Stored data entries:
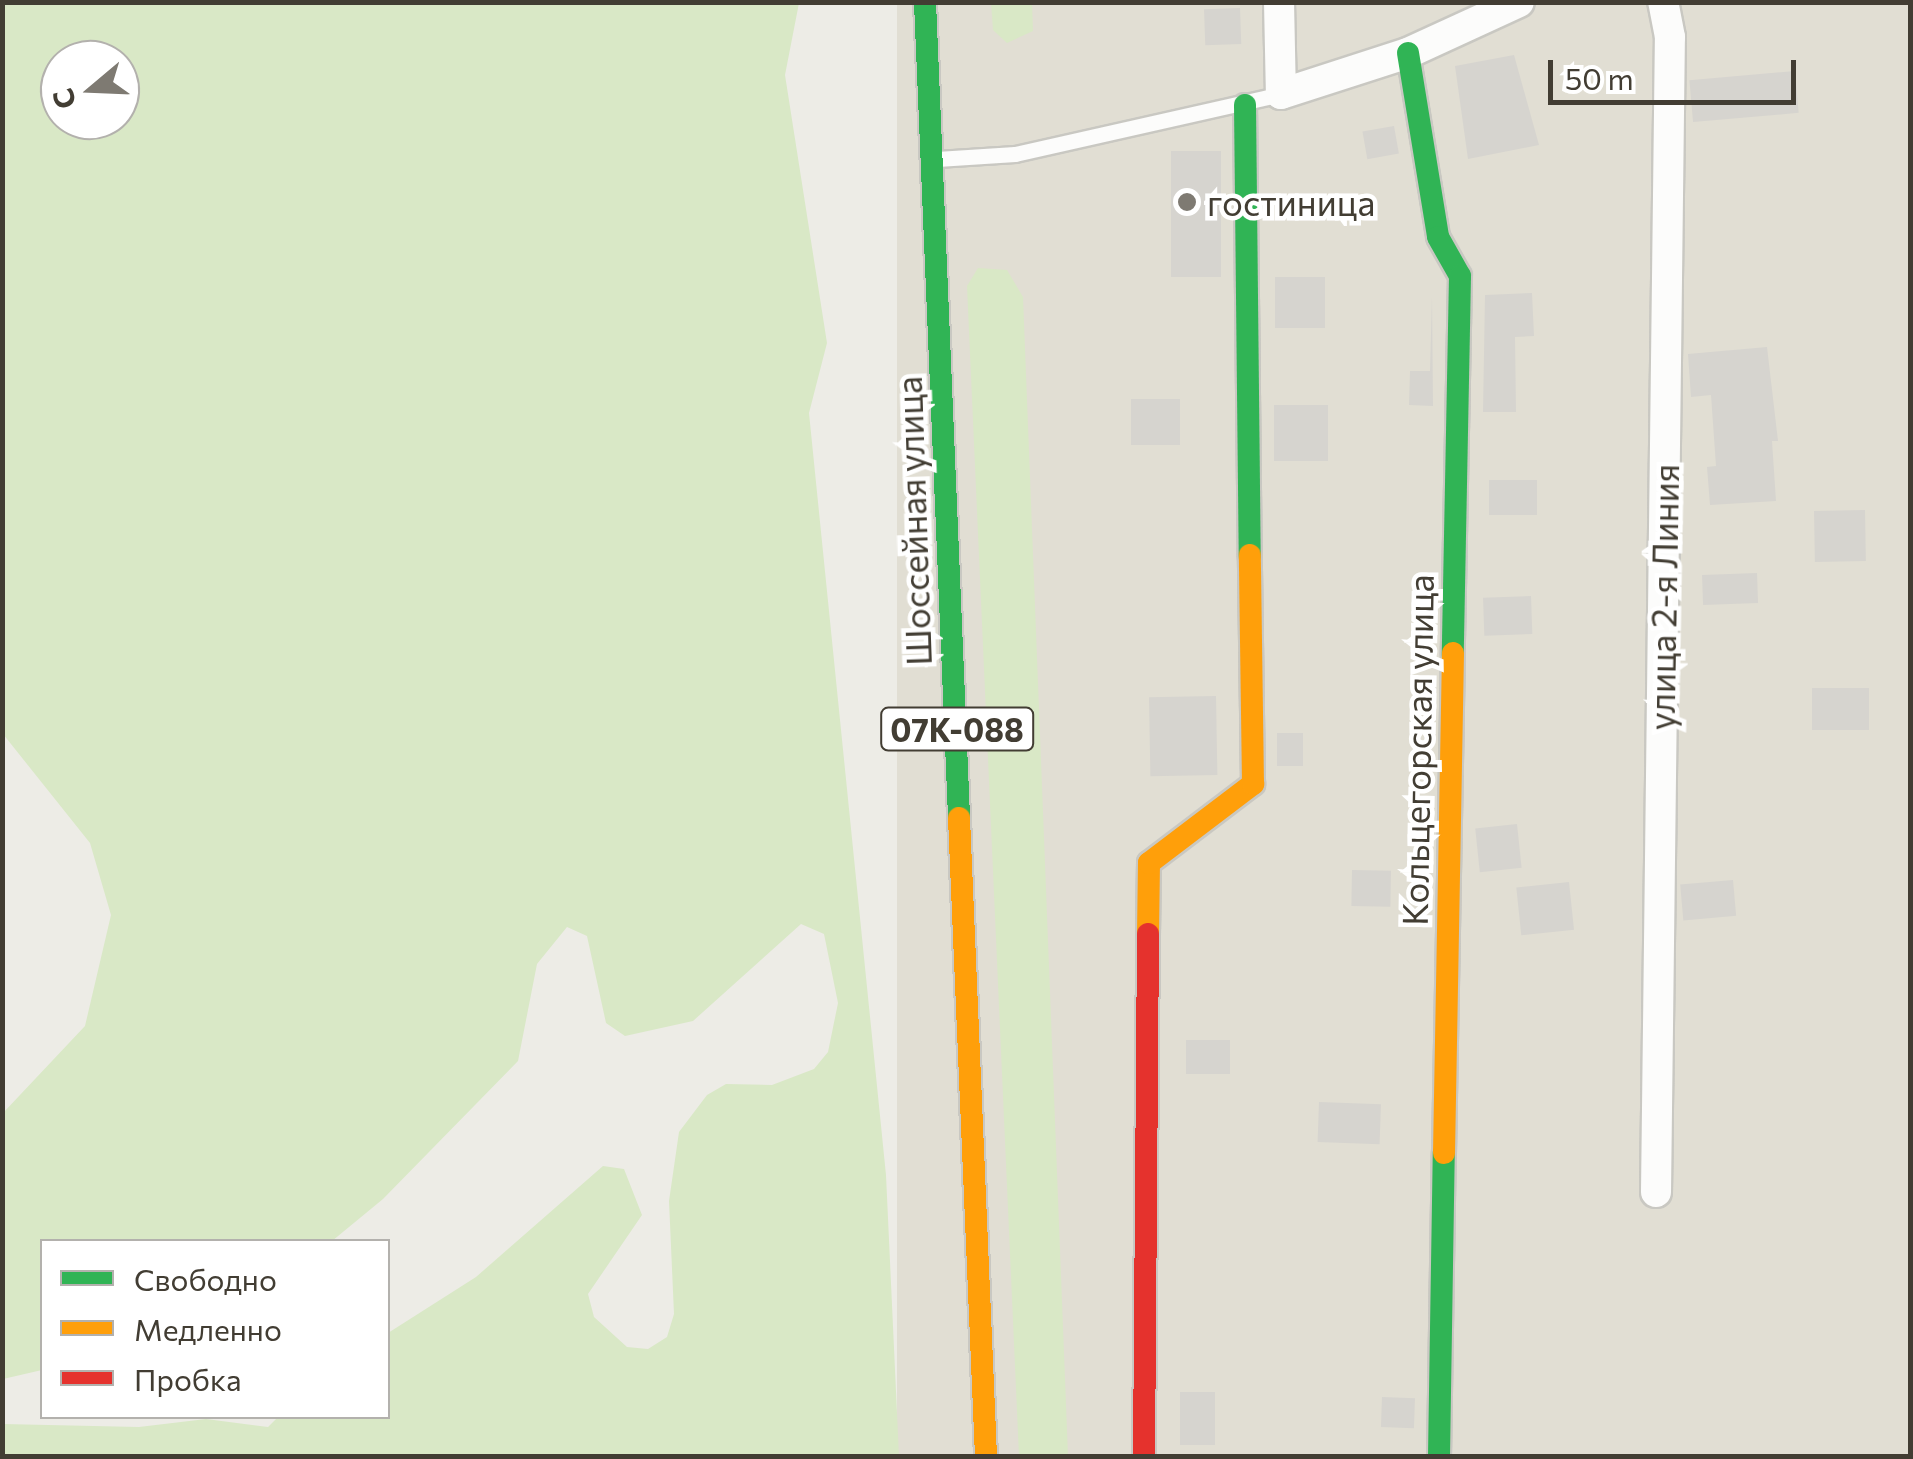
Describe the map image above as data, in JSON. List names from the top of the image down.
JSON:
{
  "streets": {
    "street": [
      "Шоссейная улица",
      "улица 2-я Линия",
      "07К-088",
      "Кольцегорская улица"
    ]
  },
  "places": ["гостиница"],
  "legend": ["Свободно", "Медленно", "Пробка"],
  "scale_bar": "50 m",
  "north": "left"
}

* Task:
What you give back must match the entries exactly, apart from the omitted pictures.

* Answer for this exercise:
Describe the map image above as data, in JSON. List names from the top of the image down.
JSON:
{
  "streets": {
    "street": [
      "Шоссейная улица",
      "улица 2-я Линия",
      "07К-088",
      "Кольцегорская улица"
    ]
  },
  "places": ["гостиница"],
  "legend": ["Свободно", "Медленно", "Пробка"],
  "scale_bar": "50 m",
  "north": "left"
}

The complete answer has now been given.